** Exercise **
Scan the entries for the word "Bahamas". Every line that has it should be copied.

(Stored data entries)
* * * *

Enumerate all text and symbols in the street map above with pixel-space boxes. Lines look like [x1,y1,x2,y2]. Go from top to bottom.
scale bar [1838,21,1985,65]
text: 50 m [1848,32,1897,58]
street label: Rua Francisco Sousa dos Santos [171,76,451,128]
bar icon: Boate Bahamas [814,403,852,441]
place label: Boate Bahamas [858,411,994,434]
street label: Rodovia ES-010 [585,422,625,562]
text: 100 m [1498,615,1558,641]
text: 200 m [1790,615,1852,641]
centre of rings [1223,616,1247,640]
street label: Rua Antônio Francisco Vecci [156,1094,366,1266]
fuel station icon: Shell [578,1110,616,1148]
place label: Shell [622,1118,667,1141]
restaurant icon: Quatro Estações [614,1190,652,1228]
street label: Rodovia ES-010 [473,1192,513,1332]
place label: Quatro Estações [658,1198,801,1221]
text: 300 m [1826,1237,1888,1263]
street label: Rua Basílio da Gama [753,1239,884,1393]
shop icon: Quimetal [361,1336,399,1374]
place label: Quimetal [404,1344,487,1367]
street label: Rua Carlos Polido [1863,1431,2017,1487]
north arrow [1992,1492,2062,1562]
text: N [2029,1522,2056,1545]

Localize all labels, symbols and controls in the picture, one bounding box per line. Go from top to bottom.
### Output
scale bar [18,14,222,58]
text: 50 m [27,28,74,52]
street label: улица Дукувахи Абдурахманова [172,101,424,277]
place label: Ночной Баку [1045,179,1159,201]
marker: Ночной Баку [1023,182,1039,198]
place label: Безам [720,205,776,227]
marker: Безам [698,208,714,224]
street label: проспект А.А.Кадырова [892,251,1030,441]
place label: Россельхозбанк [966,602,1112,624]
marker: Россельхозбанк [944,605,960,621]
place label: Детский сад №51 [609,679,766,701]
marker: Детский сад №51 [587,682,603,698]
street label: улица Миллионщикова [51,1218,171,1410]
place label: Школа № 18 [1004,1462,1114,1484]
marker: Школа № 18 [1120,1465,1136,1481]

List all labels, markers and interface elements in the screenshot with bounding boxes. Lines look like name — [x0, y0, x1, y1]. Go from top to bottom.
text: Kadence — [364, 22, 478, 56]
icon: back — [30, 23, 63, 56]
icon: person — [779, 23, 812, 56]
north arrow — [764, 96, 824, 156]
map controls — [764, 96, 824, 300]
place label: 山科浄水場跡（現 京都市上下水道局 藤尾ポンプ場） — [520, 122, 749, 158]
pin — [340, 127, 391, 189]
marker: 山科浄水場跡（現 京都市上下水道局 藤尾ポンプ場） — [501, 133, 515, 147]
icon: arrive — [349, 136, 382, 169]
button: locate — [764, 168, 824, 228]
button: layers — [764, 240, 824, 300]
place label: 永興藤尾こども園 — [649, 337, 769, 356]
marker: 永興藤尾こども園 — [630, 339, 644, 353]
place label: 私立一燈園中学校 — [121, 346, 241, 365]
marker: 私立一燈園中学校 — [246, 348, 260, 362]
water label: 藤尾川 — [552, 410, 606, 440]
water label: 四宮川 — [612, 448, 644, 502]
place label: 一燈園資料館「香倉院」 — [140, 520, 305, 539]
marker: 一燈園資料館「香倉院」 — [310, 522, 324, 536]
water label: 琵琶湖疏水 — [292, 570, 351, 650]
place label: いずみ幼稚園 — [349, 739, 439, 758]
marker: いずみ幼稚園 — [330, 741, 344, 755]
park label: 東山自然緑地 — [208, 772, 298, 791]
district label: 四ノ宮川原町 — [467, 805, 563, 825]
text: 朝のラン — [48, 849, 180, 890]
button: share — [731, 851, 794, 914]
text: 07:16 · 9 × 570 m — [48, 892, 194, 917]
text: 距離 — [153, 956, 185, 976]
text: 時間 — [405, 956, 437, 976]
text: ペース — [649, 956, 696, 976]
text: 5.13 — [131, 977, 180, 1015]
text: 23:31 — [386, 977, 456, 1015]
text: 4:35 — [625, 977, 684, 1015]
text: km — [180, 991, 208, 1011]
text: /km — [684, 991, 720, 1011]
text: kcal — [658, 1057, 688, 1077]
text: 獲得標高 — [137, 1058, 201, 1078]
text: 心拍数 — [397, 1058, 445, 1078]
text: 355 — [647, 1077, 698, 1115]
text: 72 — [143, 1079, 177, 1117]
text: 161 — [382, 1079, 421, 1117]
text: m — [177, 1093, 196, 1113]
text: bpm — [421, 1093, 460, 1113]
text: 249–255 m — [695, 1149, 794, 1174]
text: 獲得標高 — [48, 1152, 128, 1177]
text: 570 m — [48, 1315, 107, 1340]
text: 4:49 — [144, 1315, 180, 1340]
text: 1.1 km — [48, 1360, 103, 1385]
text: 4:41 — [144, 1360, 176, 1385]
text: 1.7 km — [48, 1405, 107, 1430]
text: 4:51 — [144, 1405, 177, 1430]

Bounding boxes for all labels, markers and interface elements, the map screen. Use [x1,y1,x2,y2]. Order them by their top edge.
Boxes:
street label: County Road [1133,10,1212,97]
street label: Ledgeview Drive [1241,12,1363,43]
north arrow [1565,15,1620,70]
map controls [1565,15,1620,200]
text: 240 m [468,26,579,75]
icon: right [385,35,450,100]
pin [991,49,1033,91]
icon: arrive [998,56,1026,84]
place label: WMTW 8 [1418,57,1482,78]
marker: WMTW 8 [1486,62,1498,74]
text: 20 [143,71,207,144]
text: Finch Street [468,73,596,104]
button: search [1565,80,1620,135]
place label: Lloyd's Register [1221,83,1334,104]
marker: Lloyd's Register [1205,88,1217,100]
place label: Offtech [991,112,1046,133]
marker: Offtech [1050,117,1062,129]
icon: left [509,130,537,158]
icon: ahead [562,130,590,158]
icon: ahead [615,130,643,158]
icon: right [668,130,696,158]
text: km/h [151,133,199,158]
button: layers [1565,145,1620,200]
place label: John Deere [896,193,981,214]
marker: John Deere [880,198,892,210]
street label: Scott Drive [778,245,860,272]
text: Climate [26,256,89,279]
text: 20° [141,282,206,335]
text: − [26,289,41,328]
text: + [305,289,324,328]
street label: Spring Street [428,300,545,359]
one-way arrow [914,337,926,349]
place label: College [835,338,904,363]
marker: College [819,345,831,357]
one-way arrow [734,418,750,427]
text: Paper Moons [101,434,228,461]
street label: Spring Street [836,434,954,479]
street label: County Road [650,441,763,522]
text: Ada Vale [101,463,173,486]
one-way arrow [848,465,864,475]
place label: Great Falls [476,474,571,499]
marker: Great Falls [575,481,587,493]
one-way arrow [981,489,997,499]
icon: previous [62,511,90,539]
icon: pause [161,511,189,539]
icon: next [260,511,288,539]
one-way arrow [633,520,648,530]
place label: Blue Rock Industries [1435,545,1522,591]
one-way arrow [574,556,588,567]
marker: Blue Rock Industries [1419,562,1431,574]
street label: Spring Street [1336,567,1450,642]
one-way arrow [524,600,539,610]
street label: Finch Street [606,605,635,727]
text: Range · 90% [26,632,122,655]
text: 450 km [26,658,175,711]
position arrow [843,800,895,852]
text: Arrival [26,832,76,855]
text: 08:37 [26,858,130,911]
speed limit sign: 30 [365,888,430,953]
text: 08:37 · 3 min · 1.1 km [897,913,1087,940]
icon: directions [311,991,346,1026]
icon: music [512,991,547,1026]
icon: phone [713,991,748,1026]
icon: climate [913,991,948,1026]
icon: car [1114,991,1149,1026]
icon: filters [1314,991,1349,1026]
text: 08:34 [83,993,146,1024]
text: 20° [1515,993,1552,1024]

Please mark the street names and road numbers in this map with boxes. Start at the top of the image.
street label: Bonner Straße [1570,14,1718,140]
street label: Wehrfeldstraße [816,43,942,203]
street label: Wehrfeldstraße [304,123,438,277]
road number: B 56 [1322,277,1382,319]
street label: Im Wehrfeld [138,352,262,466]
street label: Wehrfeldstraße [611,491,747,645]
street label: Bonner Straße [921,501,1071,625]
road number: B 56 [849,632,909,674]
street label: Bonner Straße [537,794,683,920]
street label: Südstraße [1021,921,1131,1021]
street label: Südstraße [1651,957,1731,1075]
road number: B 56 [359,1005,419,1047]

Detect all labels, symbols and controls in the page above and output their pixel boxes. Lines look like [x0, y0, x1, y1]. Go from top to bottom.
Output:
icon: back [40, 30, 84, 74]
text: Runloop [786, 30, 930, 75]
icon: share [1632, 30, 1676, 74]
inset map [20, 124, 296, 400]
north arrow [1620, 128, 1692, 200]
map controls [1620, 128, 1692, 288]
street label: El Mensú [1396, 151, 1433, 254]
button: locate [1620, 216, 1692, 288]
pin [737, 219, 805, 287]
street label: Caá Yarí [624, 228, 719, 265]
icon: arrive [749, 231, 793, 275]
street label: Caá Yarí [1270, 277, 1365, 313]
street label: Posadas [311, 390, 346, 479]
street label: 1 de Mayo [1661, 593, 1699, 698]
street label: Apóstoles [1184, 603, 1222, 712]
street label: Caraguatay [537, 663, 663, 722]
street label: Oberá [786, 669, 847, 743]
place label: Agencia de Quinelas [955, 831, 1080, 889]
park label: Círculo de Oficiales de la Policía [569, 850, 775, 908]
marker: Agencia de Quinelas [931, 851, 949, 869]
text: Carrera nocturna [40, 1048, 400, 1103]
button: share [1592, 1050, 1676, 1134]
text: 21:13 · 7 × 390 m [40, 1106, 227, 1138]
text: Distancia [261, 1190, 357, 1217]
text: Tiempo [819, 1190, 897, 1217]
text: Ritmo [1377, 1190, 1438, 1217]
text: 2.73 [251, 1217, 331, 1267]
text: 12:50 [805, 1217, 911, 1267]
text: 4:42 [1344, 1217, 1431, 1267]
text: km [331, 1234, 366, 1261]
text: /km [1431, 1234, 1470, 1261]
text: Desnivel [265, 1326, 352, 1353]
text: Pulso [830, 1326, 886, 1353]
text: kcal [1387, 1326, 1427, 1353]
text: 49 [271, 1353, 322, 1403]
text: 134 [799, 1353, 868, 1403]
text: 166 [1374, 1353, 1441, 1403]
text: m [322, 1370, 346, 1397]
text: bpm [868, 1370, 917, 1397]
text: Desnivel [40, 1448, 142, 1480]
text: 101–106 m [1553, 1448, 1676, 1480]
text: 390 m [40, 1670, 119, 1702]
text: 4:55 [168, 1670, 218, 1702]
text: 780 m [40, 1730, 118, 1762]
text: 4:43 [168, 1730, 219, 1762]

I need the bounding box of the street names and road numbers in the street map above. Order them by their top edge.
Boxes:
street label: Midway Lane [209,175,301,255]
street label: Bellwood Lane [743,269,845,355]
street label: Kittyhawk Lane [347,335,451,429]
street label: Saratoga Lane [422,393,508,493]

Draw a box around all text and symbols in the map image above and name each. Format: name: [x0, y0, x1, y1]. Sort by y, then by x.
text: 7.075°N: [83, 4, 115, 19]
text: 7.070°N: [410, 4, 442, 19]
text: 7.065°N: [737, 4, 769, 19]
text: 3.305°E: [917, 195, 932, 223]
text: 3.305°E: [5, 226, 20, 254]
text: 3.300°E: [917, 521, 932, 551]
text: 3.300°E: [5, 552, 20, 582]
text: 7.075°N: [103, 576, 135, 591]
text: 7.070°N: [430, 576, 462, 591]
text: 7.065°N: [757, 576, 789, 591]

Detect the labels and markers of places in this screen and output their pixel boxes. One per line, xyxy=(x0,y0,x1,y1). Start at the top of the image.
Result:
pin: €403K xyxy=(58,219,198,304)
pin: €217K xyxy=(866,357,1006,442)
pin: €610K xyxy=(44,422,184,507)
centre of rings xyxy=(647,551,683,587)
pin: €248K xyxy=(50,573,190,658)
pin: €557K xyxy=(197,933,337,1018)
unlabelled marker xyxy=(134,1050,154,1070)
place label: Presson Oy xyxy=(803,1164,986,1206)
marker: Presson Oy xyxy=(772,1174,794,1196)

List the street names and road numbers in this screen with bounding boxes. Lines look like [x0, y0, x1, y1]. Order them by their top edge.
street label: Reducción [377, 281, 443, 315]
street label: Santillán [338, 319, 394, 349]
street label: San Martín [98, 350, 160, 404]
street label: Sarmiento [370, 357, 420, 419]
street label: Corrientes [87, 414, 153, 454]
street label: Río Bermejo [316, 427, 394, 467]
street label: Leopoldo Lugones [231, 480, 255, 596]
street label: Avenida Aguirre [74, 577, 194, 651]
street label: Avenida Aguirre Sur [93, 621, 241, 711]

* * * *

** Task result **
bar icon: Boate Bahamas [814,403,852,441]
place label: Boate Bahamas [858,411,994,434]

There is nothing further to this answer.